Though I'm sure von Trier has often enough depicted how apparently good it feels have a fellow human being on his/her/its knees.

That’s what you get when you let entertainers organise what was intended assumedly to be an art festival, and invite politicians and super models as guests. Bonfires of anything that attempts to address our worst fears and sins too honestly will burn all too often, as they always have. Perhaps this is a moment of hope: Art is still dangerous and Europe still retains some of its faculties. It is a fine and optimistic gesture from von Trier to place the judging power on other film directors.
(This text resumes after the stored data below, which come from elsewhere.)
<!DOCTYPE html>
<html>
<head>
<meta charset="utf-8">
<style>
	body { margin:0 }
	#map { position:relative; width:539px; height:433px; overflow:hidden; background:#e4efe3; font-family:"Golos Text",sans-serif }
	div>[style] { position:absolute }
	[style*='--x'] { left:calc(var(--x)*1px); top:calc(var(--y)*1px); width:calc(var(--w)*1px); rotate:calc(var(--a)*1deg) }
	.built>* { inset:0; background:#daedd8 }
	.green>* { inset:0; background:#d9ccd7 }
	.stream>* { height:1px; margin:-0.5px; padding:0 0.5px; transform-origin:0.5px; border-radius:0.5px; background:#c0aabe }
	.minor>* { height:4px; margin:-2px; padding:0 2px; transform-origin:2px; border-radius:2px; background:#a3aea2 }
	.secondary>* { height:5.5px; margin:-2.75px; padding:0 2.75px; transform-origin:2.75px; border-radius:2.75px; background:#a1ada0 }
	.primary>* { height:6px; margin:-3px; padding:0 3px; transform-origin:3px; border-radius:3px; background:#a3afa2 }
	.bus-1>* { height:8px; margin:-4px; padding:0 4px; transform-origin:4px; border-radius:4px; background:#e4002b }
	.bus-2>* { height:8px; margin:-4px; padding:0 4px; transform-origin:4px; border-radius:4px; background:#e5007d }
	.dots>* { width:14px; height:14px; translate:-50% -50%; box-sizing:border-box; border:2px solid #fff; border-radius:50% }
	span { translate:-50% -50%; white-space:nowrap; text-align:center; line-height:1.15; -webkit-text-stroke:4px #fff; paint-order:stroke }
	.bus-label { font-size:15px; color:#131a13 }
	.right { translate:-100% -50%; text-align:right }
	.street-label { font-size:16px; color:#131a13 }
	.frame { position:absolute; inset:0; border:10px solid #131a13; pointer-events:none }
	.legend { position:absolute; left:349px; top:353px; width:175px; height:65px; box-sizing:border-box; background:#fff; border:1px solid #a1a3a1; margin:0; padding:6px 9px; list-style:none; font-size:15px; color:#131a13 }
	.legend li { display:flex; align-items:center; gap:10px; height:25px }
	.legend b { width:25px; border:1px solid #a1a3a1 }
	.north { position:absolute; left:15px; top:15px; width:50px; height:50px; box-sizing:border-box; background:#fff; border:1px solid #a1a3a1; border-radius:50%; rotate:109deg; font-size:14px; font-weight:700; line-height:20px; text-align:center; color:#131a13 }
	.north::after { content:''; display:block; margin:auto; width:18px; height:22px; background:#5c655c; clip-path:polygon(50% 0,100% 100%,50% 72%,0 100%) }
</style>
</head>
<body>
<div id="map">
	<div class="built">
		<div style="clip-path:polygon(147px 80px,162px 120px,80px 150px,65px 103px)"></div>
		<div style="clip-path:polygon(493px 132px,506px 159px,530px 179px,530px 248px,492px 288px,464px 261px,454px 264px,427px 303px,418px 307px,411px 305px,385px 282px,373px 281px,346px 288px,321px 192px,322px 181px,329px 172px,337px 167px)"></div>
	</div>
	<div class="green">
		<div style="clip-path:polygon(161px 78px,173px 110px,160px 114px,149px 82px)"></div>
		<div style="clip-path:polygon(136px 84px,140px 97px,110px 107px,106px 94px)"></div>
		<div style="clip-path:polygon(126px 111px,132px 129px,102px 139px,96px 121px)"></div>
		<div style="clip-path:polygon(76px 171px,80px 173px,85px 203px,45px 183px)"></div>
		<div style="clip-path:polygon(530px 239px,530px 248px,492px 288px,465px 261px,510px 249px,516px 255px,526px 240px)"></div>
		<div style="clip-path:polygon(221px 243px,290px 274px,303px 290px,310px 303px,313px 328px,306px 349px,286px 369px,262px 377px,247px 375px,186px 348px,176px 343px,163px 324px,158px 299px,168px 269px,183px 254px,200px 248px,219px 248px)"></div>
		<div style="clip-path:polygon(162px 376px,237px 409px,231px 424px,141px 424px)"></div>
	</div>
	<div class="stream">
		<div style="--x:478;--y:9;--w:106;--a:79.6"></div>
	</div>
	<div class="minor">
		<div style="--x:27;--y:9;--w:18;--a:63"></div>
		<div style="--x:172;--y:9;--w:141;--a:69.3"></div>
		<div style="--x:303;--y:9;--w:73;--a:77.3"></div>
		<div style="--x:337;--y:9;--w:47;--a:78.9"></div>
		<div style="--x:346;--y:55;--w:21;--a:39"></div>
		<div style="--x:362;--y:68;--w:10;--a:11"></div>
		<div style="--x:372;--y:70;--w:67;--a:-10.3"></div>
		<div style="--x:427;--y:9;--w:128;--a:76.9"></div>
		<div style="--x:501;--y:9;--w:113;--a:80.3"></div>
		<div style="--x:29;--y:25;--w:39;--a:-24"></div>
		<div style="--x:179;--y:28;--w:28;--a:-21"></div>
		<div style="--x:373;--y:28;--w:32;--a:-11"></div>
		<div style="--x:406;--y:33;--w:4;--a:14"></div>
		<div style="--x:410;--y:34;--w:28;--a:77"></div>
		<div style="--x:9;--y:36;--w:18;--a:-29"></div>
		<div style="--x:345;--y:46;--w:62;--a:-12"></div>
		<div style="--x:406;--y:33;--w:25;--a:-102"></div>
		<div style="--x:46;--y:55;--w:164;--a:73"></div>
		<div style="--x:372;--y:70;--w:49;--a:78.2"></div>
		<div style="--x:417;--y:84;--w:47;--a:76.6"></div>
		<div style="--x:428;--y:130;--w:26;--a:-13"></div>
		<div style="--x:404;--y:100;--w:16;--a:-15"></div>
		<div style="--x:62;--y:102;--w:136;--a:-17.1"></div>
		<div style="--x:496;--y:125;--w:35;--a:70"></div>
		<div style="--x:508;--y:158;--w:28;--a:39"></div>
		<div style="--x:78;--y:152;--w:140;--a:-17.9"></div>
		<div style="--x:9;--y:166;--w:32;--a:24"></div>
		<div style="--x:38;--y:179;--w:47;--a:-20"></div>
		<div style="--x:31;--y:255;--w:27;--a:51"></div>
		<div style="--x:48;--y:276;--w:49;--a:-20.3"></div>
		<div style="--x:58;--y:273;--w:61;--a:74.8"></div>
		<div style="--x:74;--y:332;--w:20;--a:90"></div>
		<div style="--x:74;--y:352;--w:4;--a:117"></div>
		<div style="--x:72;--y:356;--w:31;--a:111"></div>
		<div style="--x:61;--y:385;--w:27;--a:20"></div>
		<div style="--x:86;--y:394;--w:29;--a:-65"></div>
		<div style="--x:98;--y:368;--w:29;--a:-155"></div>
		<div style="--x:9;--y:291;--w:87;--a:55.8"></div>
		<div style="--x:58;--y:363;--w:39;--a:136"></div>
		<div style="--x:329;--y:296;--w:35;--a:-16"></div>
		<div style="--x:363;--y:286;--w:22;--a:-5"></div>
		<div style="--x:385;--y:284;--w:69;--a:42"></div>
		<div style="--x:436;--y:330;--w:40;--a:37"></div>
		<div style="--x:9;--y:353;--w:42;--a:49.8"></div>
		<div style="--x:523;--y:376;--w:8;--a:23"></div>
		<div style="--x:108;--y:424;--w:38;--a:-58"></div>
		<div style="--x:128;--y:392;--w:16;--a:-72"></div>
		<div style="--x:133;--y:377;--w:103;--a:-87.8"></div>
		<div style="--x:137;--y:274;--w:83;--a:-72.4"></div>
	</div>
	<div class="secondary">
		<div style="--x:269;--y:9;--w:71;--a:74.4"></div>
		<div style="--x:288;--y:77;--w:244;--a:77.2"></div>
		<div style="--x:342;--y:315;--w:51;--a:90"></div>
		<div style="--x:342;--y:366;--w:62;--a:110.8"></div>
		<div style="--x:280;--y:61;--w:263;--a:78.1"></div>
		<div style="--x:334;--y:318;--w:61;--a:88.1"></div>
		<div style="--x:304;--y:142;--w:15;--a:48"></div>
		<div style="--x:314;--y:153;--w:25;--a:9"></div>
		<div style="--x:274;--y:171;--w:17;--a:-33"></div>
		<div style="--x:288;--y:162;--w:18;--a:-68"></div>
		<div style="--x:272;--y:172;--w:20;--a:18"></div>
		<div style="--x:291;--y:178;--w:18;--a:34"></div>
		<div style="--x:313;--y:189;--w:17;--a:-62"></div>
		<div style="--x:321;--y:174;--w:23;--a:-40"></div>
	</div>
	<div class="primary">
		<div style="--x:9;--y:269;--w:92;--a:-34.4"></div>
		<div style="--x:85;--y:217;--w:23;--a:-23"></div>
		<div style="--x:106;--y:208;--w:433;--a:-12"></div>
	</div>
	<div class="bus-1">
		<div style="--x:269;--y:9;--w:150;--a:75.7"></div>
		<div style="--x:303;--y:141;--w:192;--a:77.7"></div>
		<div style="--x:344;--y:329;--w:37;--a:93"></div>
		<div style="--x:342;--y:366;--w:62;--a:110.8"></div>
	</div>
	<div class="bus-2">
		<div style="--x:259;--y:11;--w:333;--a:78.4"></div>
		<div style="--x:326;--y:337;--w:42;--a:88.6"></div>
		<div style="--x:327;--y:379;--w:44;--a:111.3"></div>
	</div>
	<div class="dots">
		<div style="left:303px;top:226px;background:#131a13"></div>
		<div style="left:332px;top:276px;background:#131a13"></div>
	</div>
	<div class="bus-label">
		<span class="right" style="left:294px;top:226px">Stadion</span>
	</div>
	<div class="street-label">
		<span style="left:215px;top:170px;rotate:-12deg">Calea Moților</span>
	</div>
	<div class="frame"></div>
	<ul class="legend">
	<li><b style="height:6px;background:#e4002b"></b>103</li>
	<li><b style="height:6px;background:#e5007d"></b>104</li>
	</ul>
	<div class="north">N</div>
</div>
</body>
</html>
Could an artist or a thinker of any merit silence another and live with oneself?

In any event, is it necessary (/possible) for a fine cultural philosophical thinker to be a reliably nice human being?

(image: so that von Trier will know better!)

Wednesday, May 18, 2011

Bios Politikos from a Dead Angle

…prostituere (to set forth in public, to expose to dishonor, to prostitute, to put to unworthy use). The Latin verb is a composition of pro (forward) and statuere (to cause to stand, to station, place erect). (Wikipedia, Prostitution)
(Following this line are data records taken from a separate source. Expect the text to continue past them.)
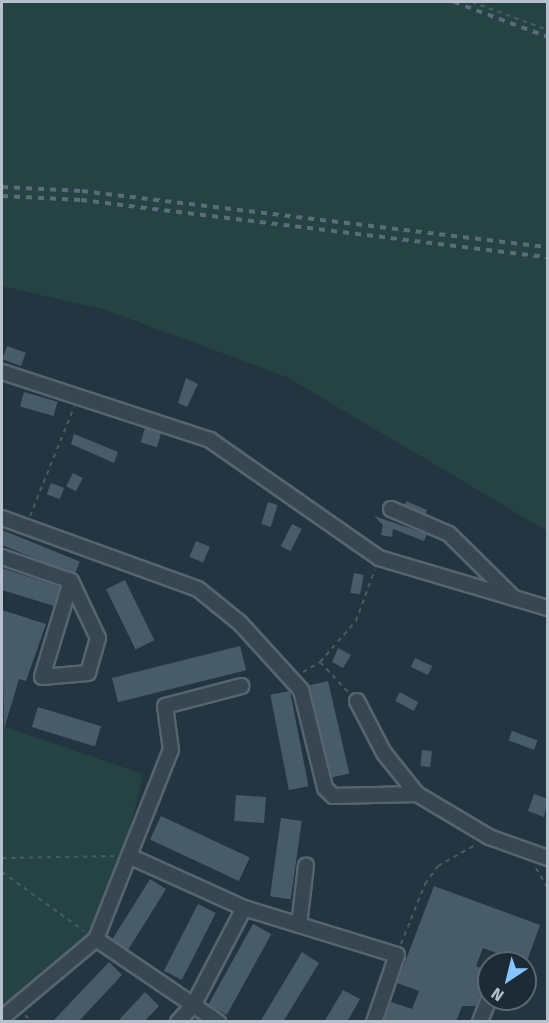 <!DOCTYPE html>
<html>
<head>
<meta charset="utf-8">
<style>
  body { margin:0 }
  #map { position:relative; width:549px; height:1023px; overflow:hidden; background:#243542; font-family:"Fira Sans",sans-serif }
  div>[style] { position:absolute }
  .green>* { inset:0; background:#264343 }
  .building>* { inset:0; background:#485b69; transform-origin:0 0 }
  .path>* { height:2px; margin-top:-1px; transform-origin:0; background:repeating-linear-gradient(90deg,#445f5f 0 4.5px,transparent 0 9px) }
  .roads { filter:drop-shadow(2px 0 #56646f) drop-shadow(-2px 0 #56646f) drop-shadow(0 2px #56646f) drop-shadow(0 -2px #56646f) }
  .minor>* { height:14px; margin:-7px; padding:0 7px; transform-origin:7px; border-radius:7px; background:#384652 }
  .rail>* { height:4px; margin-top:-2px; transform-origin:0; background:repeating-linear-gradient(90deg,#5a6b79 0 6px,transparent 0 12px) }
  span { translate:-50% -50%; white-space:nowrap; text-align:center; line-height:1.15; -webkit-text-stroke:6px #1d2b37; paint-order:stroke }
  .frame { position:absolute; inset:0; border:3px solid #b5c1cc; pointer-events:none }
  .north { position:absolute; left:477px; top:951px; width:60px; height:60px; box-sizing:border-box; background:#1d2b37; border:2px solid #5a6773; border-radius:50%; rotate:215deg; font-size:16px; font-weight:700; line-height:24px; text-align:center; color:#b5c1cc }
  .north::after { content:''; display:block; margin:auto; width:21px; height:27px; background:#87c5ff; clip-path:polygon(50% 0,100% 100%,50% 72%,0 100%) }
</style>
</head>
<body>
<div id="map">
  <div class="green">
    <div style="clip-path:polygon(2px 2px,547px 2px,547px 531px,287px 377px,106px 310px,2px 286px)"></div>
    <div style="clip-path:polygon(2px 726px,143px 774px,127px 842px,91px 934px,2px 1009px)"></div>
  </div>
  <div class="building">
    <div style="left:7px;top:346px;width:20px;height:14px;rotate:20deg"></div>
    <div style="clip-path:polygon(186px 378px,198px 384px,187px 407px,178px 403px)"></div>
    <div style="left:24px;top:392px;width:35px;height:15px;rotate:16deg"></div>
    <div style="left:145px;top:428px;width:17px;height:15px;rotate:17deg"></div>
    <div style="clip-path:polygon(74px 434px,118px 452px,114px 463px,71px 444px)"></div>
    <div style="left:73px;top:473px;width:11px;height:15px;rotate:27deg"></div>
    <div style="left:51px;top:483px;width:14px;height:12px;rotate:21deg"></div>
    <div style="left:406px;top:501px;width:23px;height:4px;rotate:23deg"></div>
    <div style="left:268px;top:502px;width:10px;height:23px;rotate:17deg"></div>
    <div style="clip-path:polygon(374px 516px,427px 534px,424px 541px,393px 529px,392px 537px,381px 535px,383px 525px)"></div>
    <div style="left:292px;top:524px;width:11px;height:25px;rotate:27deg"></div>
    <div style="left:2px;top:530px;width:84px;height:14px;rotate:22deg"></div>
    <div style="left:196px;top:541px;width:15px;height:17px;rotate:23deg"></div>
    <div style="clip-path:polygon(2px 568px,60px 587px,54px 606px,2px 590px)"></div>
    <div style="left:354px;top:573px;width:10px;height:20px;rotate:11deg"></div>
    <div style="left:125px;top:580px;width:67px;height:21px;rotate:64deg"></div>
    <div style="clip-path:polygon(2px 610px,46px 624px,26px 681px,19px 679px,4px 729px)"></div>
    <div style="left:240px;top:646px;width:25px;height:132px;rotate:76deg"></div>
    <div style="clip-path:polygon(338px 648px,351px 655px,343px 668px,332px 662px)"></div>
    <div style="left:415px;top:658px;width:19px;height:10px;rotate:25deg"></div>
    <div style="left:328px;top:681px;width:95px;height:19px;rotate:77deg"></div>
    <div style="left:290px;top:691px;width:97px;height:20px;rotate:79deg"></div>
    <div style="left:400px;top:692px;width:21px;height:10px;rotate:29deg"></div>
    <div style="left:38px;top:707px;width:66px;height:21px;rotate:17deg"></div>
    <div style="left:512px;top:731px;width:27px;height:10px;rotate:20deg"></div>
    <div style="left:422px;top:750px;width:10px;height:16px;rotate:6deg"></div>
    <div style="clip-path:polygon(534px 794px,548px 799px,544px 817px,528px 811px)"></div>
    <div style="left:236px;top:795px;width:30px;height:26px;rotate:4deg"></div>
    <div style="left:161px;top:816px;width:98px;height:26px;rotate:25deg"></div>
    <div style="left:281px;top:818px;width:21px;height:79px;rotate:8deg"></div>
    <div style="left:150px;top:879px;width:19px;height:71px;rotate:32deg"></div>
    <div style="clip-path:polygon(434px 886px,540px 925px,526px 964px,483px 948px,476px 966px,489px 971px,476px 1006px,462px 1006px,456px 1022px,384px 1022px,391px 1002px,412px 1009px,419px 991px,397px 983px)"></div>
    <div style="left:198px;top:904px;width:20px;height:75px;rotate:27deg"></div>
    <div style="left:253px;top:924px;width:21px;height:92px;rotate:29deg"></div>
    <div style="clip-path:polygon(302px 952px,319px 963px,283px 1022px,260px 1022px)"></div>
    <div style="clip-path:polygon(109px 962px,122px 975px,78px 1022px,52px 1022px)"></div>
    <div style="clip-path:polygon(343px 990px,360px 999px,347px 1022px,324px 1022px)"></div>
    <div style="clip-path:polygon(145px 992px,159px 1006px,144px 1022px,117px 1022px)"></div>
  </div>
  <div class="path">
    <div style="left:472px;top:2px;width:81px;rotate:20.2deg"></div>
    <div style="left:30px;top:516px;width:118px;rotate:-68deg"></div>
    <div style="left:320px;top:662px;width:42px;rotate:46.9deg"></div>
    <div style="left:303px;top:672px;width:20px;rotate:-30deg"></div>
    <div style="left:320px;top:662px;width:55px;rotate:-48.7deg"></div>
    <div style="left:356px;top:621px;width:55px;rotate:-69.9deg"></div>
    <div style="left:2px;top:858px;width:114px;rotate:-1deg"></div>
    <div style="left:536px;top:868px;width:24px;rotate:60deg"></div>
    <div style="left:2px;top:872px;width:101px;rotate:35.7deg"></div>
    <div style="left:401px;top:944px;width:65px;rotate:-68.2deg"></div>
    <div style="left:425px;top:884px;width:22px;rotate:-54deg"></div>
    <div style="left:438px;top:866px;width:43px;rotate:-29.6deg"></div>
    <div style="left:25px;top:1015px;width:10px;rotate:45deg"></div>
  </div>
  <div class="roads">
    <div class="minor">
      <div style="left:2px;top:372px;width:219px;rotate:18.1deg"></div>
      <div style="left:210px;top:440px;width:206px;rotate:34.9deg"></div>
      <div style="left:379px;top:558px;width:176px;rotate:16.5deg"></div>
      <div style="left:391px;top:509px;width:63px;rotate:23.3deg"></div>
      <div style="left:449px;top:534px;width:91px;rotate:44.6deg"></div>
      <div style="left:2px;top:518px;width:208px;rotate:19.9deg"></div>
      <div style="left:198px;top:589px;width:54px;rotate:39deg"></div>
      <div style="left:240px;top:623px;width:91px;rotate:47.7deg"></div>
      <div style="left:301px;top:690px;width:101px;rotate:76.2deg"></div>
      <div style="left:325px;top:788px;width:11px;rotate:45deg"></div>
      <div style="left:333px;top:796px;width:84px;rotate:-1.4deg"></div>
      <div style="left:417px;top:794px;width:84px;rotate:30.8deg"></div>
      <div style="left:489px;top:837px;width:63px;rotate:19.6deg"></div>
      <div style="left:2px;top:557px;width:73px;rotate:19.2deg"></div>
      <div style="left:71px;top:581px;width:63px;rotate:64.7deg"></div>
      <div style="left:98px;top:638px;width:36px;rotate:106deg"></div>
      <div style="left:88px;top:673px;width:46px;rotate:175deg"></div>
      <div style="left:42px;top:677px;width:100px;rotate:-73.2deg"></div>
      <div style="left:357px;top:701px;width:59px;rotate:62.6deg"></div>
      <div style="left:384px;top:753px;width:53px;rotate:51.2deg"></div>
      <div style="left:129px;top:856px;width:126px;rotate:24.3deg"></div>
      <div style="left:244px;top:908px;width:160px;rotate:17.1deg"></div>
      <div style="left:397px;top:955px;width:71px;rotate:108.9deg"></div>
      <div style="left:299px;top:925px;width:60px;rotate:-83.3deg"></div>
      <div style="left:96px;top:939px;width:148px;rotate:34.2deg"></div>
      <div style="left:2px;top:1018px;width:123px;rotate:-40deg"></div>
      <div style="left:96px;top:939px;width:203px;rotate:-68.4deg"></div>
      <div style="left:171px;top:750px;width:44px;rotate:-97.8deg"></div>
      <div style="left:165px;top:706px;width:79px;rotate:-14.7deg"></div>
      <div style="left:178px;top:1022px;width:24px;rotate:-48deg"></div>
      <div style="left:194px;top:1004px;width:108px;rotate:-62.5deg"></div>
      <div style="left:480px;top:1022px;width:25px;rotate:-69deg"></div>
    </div>
  </div>
  <div class="rail">
    <div style="left:454px;top:2px;width:100px;rotate:20.4deg"></div>
    <div style="left:2px;top:187px;width:80px;rotate:2.9deg"></div>
    <div style="left:82px;top:191px;width:469px;rotate:6.9deg"></div>
    <div style="left:2px;top:196px;width:79px;rotate:2.9deg"></div>
    <div style="left:81px;top:200px;width:470px;rotate:7deg"></div>
  </div>
  <div class="frame"></div>
  <div class="north">N</div>
</div>
</body>
</html>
The name of this yet undefined little building – a French euphemism – is intended as a reference to the mutual reluctance with which people’s attempts to create and furnish some personal space for themselves are treated in pretty much all human social organisation.

Olivier Razac states it in his history of barbed wire (Histoire politique du barbelé, Le Fabrique Éditions, 2000): barbed wire marks something akin to the game of citizenship that bestows symbolic tokens to all those, who are ready to embrace the figurative, not that actual at all, equality within. In a landscape of direct and indirect borders, biofilters, those without the game tend to be unpronounced, undeveloped property that yet waits to be conceptually and physically earmarked.

I have a nagging feeling that it’s not all this simple, though, and I’m perhaps not primarily interested in workings, rights and wrongs of any particular political agenda. I don’t mean to sound like an anti-globalist either. I’m still figuring out the globular part. Bitter-smelling territory markings, gradually washed away by recurring showers of rain or covered in particles, are unavoidable in the grand scheme of things. Not to mention that in a way or another, when correctly positioned in the right conversations, the scent compels us all.

All the small ways in which human life-spheres and bodies necessarily keep being prostituted as a sign of submission to the game – aesthetic, economic, political, ethical, you name it to make it seem true – mark the site of maison de tolérance, the barely tolerant tension that marks the most palatably queer of our storytelling traditions; or the embarrassed feelings that fill those, who suddenly become aware of their own curiosity toward their newly incarcerated playthings in the game of barbed wire relations. Without the right stories to go with, leaving to die is not all that different from keeping alive.

No promises, other than where there stands a treelike tree in all its hierarchical, arborescent form, it stands on a plateau that gazes at it from many a more unknown places.

And how can we talk of order overall
when the very placement of the stars
leaves us doubting just which one shines for whom?